**What this task involves:** Your answer should be an exact copy of every record.
┌────────
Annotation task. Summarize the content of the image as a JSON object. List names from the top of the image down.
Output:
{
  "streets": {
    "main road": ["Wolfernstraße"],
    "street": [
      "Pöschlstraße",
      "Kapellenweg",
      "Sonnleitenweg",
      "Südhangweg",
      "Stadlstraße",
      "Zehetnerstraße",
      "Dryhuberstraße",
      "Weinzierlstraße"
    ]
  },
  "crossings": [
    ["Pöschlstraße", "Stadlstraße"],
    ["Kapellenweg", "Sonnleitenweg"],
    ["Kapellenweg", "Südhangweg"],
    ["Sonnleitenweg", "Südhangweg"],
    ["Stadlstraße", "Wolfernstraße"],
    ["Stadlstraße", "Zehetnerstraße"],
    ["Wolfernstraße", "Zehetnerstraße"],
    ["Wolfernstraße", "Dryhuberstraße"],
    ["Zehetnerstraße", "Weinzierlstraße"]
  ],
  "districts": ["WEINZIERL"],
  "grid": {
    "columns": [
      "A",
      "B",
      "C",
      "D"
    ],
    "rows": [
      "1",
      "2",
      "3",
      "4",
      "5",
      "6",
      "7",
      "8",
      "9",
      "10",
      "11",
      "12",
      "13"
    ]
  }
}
└────────
**Finished exercise:**
Annotation task. Summarize the content of the image as a JSON object. List names from the top of the image down.
Output:
{
  "streets": {
    "main road": ["Wolfernstraße"],
    "street": [
      "Pöschlstraße",
      "Kapellenweg",
      "Sonnleitenweg",
      "Südhangweg",
      "Stadlstraße",
      "Zehetnerstraße",
      "Dryhuberstraße",
      "Weinzierlstraße"
    ]
  },
  "crossings": [
    ["Pöschlstraße", "Stadlstraße"],
    ["Kapellenweg", "Sonnleitenweg"],
    ["Kapellenweg", "Südhangweg"],
    ["Sonnleitenweg", "Südhangweg"],
    ["Stadlstraße", "Wolfernstraße"],
    ["Stadlstraße", "Zehetnerstraße"],
    ["Wolfernstraße", "Zehetnerstraße"],
    ["Wolfernstraße", "Dryhuberstraße"],
    ["Zehetnerstraße", "Weinzierlstraße"]
  ],
  "districts": ["WEINZIERL"],
  "grid": {
    "columns": [
      "A",
      "B",
      "C",
      "D"
    ],
    "rows": [
      "1",
      "2",
      "3",
      "4",
      "5",
      "6",
      "7",
      "8",
      "9",
      "10",
      "11",
      "12",
      "13"
    ]
  }
}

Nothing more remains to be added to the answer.